-------- Provided records

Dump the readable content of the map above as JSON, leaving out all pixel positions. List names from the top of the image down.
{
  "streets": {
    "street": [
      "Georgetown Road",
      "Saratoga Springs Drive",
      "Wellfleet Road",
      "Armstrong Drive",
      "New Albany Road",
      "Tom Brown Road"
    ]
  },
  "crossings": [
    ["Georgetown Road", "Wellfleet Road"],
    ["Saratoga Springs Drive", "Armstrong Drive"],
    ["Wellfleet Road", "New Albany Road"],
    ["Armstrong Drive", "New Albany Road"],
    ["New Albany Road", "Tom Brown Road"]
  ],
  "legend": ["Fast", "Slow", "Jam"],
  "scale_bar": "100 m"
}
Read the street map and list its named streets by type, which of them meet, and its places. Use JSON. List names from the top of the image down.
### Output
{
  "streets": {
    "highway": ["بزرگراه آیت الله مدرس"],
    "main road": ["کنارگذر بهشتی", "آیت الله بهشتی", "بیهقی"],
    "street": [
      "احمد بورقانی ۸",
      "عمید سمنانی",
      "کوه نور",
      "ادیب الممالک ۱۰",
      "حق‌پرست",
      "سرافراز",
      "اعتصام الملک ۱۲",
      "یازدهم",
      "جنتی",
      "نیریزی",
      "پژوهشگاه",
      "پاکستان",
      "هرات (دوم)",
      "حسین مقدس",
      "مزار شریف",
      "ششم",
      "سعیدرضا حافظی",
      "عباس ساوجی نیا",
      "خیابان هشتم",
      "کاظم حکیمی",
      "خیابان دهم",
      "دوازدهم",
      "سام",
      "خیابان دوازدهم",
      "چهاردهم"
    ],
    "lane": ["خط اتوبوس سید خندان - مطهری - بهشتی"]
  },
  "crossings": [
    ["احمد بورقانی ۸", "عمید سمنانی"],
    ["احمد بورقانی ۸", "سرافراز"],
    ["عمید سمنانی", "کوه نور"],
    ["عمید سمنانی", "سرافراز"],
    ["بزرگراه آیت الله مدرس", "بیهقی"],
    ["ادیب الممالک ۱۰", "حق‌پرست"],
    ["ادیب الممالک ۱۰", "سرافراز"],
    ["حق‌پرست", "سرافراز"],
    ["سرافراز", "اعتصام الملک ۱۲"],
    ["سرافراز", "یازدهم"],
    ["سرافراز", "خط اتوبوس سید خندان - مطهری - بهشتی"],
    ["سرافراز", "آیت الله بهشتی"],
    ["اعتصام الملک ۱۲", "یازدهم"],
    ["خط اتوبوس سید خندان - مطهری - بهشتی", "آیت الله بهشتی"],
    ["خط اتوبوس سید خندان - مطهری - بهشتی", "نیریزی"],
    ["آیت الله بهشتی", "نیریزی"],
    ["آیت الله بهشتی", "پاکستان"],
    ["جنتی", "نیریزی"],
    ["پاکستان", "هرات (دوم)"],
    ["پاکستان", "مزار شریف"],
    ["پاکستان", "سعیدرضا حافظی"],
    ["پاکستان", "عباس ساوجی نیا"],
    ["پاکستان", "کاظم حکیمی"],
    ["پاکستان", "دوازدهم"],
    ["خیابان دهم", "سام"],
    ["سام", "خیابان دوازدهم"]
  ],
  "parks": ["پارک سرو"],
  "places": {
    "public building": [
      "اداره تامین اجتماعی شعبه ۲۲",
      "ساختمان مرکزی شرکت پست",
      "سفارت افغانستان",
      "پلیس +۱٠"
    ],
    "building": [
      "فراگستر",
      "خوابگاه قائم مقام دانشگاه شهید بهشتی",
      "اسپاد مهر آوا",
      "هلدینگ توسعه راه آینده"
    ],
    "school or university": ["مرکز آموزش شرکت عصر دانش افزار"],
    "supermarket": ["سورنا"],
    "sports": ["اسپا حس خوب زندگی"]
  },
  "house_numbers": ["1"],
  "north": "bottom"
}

----------------

Work instructions | The reply should hold only the lines from the first line of the listing above through the line with "Read the street", each copied exactly.

Answer to the exercise |
Dump the readable content of the map above as JSON, leaving out all pixel positions. List names from the top of the image down.
{
  "streets": {
    "street": [
      "Georgetown Road",
      "Saratoga Springs Drive",
      "Wellfleet Road",
      "Armstrong Drive",
      "New Albany Road",
      "Tom Brown Road"
    ]
  },
  "crossings": [
    ["Georgetown Road", "Wellfleet Road"],
    ["Saratoga Springs Drive", "Armstrong Drive"],
    ["Wellfleet Road", "New Albany Road"],
    ["Armstrong Drive", "New Albany Road"],
    ["New Albany Road", "Tom Brown Road"]
  ],
  "legend": ["Fast", "Slow", "Jam"],
  "scale_bar": "100 m"
}
Read the street map and list its named streets by type, which of them meet, and its places. Use JSON. List names from the top of the image down.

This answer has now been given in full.